ASSIGNMENT: Scan the entries below for the word "querySelector" and copy every line in which it occurs.

Data items
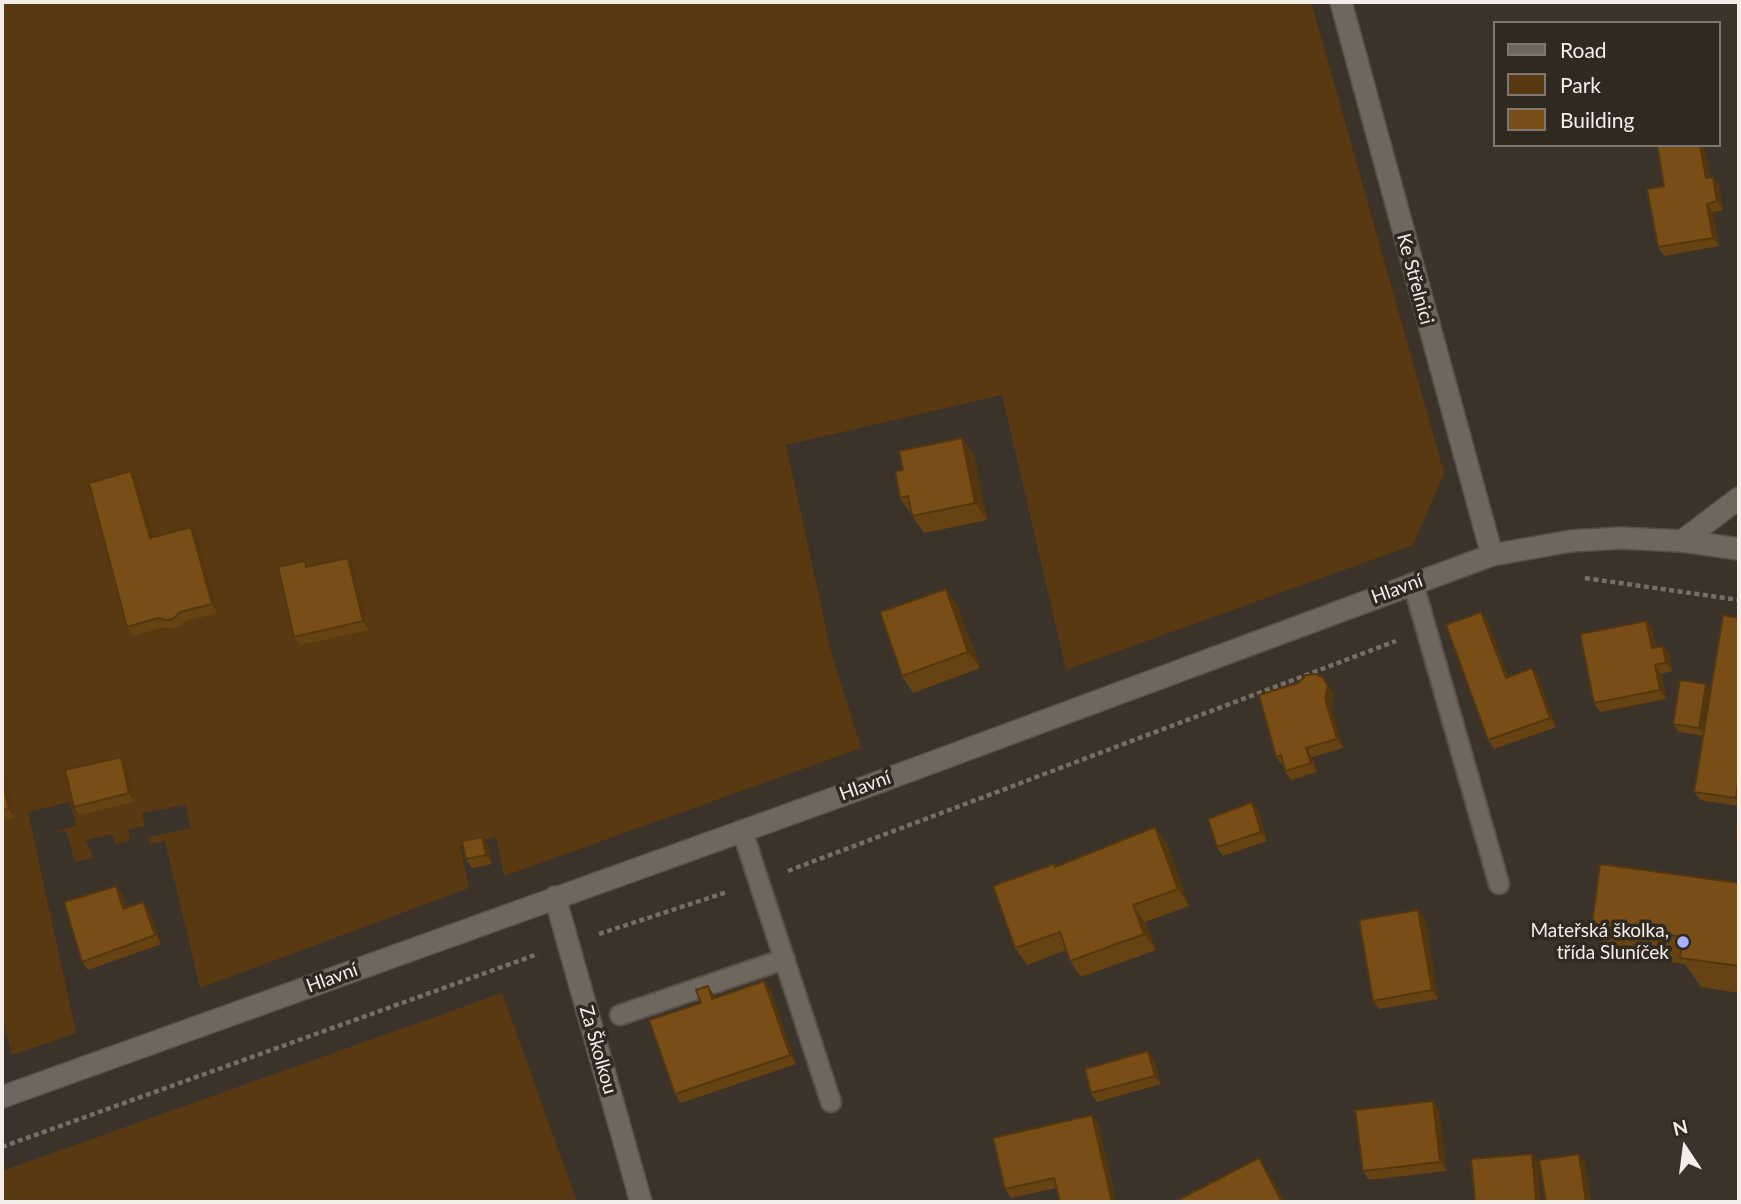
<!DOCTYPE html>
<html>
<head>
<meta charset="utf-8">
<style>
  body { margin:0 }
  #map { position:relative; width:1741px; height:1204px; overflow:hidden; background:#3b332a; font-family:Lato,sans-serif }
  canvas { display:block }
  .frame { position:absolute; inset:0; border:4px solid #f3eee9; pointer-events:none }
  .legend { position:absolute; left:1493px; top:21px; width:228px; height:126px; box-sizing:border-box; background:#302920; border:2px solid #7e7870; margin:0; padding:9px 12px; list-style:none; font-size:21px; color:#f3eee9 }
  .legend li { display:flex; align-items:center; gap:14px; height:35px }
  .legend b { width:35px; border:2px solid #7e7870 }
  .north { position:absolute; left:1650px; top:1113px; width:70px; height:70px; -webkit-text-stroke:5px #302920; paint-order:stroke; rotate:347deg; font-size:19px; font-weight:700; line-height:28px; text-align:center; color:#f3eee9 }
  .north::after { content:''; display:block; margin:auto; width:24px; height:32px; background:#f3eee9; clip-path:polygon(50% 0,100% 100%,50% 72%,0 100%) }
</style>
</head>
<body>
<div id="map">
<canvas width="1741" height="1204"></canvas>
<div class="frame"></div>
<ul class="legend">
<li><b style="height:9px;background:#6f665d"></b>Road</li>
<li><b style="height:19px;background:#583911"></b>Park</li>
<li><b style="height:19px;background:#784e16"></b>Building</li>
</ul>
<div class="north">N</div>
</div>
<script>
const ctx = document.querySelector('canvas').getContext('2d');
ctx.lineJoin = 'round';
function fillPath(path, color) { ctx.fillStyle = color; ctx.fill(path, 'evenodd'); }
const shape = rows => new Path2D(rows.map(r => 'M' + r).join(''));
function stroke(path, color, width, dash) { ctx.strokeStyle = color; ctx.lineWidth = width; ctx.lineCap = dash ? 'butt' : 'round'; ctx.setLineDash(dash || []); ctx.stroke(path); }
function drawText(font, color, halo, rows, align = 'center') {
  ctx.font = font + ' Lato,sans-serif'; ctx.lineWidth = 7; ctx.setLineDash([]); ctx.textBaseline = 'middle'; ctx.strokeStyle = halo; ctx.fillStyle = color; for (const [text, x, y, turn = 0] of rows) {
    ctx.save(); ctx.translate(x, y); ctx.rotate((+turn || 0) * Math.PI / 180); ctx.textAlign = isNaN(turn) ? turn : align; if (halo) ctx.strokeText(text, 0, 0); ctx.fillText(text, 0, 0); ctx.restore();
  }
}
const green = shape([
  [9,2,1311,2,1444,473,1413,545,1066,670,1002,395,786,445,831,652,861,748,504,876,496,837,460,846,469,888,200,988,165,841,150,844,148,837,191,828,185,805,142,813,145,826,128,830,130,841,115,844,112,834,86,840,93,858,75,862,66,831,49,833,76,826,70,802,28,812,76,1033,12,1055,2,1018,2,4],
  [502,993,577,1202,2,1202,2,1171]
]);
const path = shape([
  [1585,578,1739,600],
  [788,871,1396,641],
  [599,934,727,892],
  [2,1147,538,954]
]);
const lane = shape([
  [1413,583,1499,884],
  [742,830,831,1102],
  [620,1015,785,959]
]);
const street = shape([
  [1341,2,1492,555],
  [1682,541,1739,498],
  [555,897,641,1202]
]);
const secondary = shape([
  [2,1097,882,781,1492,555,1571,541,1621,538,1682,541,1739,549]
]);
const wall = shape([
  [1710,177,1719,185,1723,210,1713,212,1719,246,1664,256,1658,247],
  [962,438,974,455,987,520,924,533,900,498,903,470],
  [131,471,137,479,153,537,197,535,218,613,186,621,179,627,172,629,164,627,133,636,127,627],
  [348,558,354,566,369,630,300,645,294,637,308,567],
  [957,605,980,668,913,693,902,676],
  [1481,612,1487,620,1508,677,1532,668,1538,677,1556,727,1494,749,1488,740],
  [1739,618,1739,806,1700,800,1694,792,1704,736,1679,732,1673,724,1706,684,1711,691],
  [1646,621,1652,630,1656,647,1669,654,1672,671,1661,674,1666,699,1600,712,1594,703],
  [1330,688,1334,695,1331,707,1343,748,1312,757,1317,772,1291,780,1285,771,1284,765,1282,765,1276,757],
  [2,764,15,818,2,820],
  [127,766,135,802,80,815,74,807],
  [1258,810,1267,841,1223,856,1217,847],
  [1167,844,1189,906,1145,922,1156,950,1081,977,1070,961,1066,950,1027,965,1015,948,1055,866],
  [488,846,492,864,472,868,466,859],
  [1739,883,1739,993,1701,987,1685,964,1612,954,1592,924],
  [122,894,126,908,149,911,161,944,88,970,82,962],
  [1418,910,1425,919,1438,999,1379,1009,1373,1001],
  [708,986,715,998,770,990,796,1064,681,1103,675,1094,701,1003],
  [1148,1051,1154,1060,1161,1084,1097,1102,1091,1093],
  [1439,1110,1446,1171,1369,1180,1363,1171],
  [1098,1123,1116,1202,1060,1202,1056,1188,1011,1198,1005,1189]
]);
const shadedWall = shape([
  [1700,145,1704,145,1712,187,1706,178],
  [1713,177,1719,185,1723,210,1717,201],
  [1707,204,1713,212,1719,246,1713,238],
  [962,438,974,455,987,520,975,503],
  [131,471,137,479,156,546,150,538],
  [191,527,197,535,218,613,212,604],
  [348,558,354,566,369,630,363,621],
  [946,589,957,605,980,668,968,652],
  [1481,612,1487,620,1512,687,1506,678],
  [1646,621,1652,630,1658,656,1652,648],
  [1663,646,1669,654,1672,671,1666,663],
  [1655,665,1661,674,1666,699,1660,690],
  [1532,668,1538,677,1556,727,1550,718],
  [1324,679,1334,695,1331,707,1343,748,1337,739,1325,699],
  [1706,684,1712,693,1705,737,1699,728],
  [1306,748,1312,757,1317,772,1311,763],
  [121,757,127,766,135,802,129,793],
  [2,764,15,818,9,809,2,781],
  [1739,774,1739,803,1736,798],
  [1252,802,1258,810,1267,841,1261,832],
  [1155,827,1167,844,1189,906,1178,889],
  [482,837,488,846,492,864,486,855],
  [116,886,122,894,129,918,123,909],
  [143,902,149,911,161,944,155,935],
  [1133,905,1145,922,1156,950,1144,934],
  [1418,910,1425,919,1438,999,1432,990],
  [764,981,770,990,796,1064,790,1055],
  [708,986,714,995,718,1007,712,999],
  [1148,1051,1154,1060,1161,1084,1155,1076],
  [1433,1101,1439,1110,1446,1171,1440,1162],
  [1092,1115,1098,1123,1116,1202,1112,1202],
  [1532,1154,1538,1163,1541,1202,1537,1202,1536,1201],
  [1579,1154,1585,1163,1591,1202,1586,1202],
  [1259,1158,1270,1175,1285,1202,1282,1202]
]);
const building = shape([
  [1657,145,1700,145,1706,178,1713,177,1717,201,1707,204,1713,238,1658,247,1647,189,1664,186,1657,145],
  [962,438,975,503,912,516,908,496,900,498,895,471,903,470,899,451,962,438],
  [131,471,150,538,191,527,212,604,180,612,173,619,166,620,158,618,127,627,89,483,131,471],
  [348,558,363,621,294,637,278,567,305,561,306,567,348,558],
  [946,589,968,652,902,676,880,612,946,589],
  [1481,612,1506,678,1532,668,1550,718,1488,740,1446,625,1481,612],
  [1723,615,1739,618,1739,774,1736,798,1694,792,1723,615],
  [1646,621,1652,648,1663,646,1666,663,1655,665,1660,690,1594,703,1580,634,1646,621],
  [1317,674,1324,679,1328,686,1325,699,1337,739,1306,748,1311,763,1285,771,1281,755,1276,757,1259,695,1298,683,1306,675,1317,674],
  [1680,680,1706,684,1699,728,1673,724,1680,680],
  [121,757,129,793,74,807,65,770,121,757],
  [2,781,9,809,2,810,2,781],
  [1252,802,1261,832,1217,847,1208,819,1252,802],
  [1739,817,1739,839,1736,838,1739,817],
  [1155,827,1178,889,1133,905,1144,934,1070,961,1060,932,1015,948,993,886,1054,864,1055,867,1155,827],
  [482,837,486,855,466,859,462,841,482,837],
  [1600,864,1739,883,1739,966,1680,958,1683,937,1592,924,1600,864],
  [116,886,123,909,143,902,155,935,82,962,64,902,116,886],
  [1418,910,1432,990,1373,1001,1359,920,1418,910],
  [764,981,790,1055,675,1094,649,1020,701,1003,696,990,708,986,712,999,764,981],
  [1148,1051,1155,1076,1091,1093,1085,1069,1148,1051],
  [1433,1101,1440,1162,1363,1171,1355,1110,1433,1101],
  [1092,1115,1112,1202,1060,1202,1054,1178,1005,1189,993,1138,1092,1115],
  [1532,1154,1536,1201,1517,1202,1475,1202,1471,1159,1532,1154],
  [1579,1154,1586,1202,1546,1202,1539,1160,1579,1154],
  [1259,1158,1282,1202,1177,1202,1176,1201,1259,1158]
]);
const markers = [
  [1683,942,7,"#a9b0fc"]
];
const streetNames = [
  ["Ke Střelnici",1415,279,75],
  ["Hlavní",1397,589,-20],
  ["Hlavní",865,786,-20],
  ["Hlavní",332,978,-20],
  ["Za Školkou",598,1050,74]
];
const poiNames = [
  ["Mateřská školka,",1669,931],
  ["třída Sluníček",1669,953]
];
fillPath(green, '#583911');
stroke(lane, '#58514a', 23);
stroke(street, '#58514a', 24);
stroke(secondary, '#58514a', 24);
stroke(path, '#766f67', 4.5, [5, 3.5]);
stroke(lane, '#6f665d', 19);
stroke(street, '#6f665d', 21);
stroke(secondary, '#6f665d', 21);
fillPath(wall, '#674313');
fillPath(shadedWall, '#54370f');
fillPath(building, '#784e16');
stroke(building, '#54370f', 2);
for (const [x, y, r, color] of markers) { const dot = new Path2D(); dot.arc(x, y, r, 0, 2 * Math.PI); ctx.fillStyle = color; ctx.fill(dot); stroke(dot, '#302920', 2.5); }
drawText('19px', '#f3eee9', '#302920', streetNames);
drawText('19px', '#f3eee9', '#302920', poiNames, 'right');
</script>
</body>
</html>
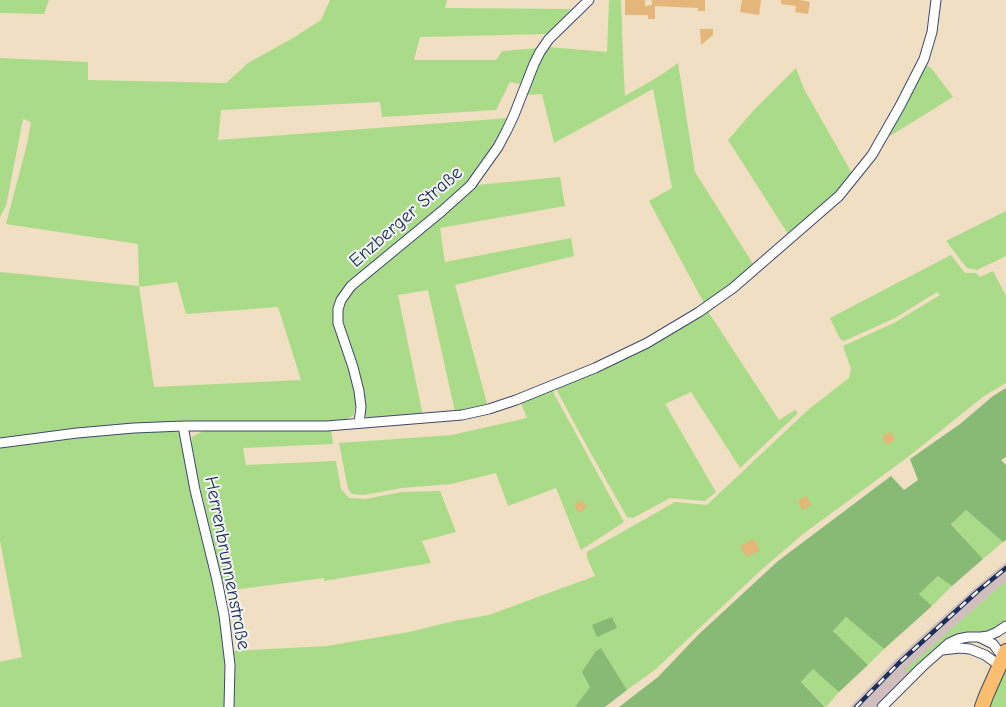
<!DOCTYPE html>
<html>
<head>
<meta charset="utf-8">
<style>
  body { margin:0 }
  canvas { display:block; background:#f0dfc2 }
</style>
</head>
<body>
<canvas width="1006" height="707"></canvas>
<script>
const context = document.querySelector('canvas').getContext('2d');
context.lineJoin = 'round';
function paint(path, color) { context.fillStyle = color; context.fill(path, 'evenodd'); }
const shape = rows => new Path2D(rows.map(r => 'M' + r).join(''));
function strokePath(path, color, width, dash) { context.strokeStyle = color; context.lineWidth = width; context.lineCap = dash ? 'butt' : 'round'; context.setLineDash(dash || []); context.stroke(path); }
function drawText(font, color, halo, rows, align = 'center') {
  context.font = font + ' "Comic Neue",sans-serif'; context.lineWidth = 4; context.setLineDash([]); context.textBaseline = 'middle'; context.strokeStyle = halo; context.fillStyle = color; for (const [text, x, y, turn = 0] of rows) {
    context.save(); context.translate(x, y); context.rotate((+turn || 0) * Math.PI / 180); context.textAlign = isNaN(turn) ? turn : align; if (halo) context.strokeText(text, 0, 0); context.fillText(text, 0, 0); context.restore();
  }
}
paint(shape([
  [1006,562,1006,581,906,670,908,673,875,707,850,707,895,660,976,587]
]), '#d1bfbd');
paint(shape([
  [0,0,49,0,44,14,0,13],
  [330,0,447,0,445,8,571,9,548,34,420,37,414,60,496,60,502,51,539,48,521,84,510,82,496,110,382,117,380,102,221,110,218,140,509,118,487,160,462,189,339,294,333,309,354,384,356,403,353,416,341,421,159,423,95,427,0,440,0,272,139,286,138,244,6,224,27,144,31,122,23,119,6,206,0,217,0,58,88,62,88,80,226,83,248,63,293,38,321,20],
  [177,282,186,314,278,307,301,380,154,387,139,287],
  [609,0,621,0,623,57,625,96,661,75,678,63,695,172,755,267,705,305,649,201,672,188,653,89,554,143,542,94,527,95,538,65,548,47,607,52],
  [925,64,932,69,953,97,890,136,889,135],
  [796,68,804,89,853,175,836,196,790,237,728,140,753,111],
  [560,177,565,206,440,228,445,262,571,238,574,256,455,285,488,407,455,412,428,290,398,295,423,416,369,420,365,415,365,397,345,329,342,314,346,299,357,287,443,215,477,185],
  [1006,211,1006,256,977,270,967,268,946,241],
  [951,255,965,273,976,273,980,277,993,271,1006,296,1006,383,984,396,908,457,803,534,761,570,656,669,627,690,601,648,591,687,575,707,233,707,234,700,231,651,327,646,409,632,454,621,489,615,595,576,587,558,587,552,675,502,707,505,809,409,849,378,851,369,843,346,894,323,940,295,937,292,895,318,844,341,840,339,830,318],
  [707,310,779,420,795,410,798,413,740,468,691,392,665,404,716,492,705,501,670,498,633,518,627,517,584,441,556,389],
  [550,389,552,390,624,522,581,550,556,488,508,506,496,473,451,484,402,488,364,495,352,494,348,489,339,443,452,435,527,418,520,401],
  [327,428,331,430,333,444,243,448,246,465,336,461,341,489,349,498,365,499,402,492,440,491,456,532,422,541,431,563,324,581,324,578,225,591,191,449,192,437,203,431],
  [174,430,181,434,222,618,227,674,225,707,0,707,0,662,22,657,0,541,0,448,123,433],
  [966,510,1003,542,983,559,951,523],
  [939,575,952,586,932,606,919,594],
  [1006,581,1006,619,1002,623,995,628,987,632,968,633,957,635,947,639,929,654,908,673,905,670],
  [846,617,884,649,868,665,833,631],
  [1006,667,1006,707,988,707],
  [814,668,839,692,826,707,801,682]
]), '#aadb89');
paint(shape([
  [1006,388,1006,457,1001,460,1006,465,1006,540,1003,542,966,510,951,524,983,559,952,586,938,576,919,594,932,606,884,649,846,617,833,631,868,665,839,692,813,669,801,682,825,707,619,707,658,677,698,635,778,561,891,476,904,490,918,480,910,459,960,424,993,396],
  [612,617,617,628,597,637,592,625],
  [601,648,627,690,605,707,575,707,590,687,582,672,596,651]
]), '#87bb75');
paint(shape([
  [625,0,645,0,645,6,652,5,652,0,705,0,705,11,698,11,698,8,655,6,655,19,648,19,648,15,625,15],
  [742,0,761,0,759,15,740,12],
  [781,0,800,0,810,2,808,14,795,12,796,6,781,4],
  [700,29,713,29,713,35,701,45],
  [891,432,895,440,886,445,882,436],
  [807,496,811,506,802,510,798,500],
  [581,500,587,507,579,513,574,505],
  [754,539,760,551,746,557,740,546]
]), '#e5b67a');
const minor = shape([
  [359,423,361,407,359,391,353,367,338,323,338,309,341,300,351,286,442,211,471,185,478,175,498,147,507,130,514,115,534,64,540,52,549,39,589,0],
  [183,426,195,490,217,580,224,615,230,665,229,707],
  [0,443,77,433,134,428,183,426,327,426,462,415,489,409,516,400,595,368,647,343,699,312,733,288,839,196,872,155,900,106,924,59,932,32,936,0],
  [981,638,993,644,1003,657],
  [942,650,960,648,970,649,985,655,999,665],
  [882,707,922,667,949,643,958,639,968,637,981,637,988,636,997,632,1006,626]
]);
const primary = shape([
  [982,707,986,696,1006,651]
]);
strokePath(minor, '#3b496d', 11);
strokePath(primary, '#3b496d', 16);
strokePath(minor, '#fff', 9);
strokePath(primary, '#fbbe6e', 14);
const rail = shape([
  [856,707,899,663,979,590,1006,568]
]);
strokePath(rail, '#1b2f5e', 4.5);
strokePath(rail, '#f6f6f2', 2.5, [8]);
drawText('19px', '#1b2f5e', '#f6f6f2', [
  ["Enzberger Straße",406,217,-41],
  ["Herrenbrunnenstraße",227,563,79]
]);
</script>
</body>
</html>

SOLUTION FOR THIS EXERCISE:
const ctx = document.querySelector('canvas').getContext('2d');
const context = document.querySelector('canvas').getContext('2d');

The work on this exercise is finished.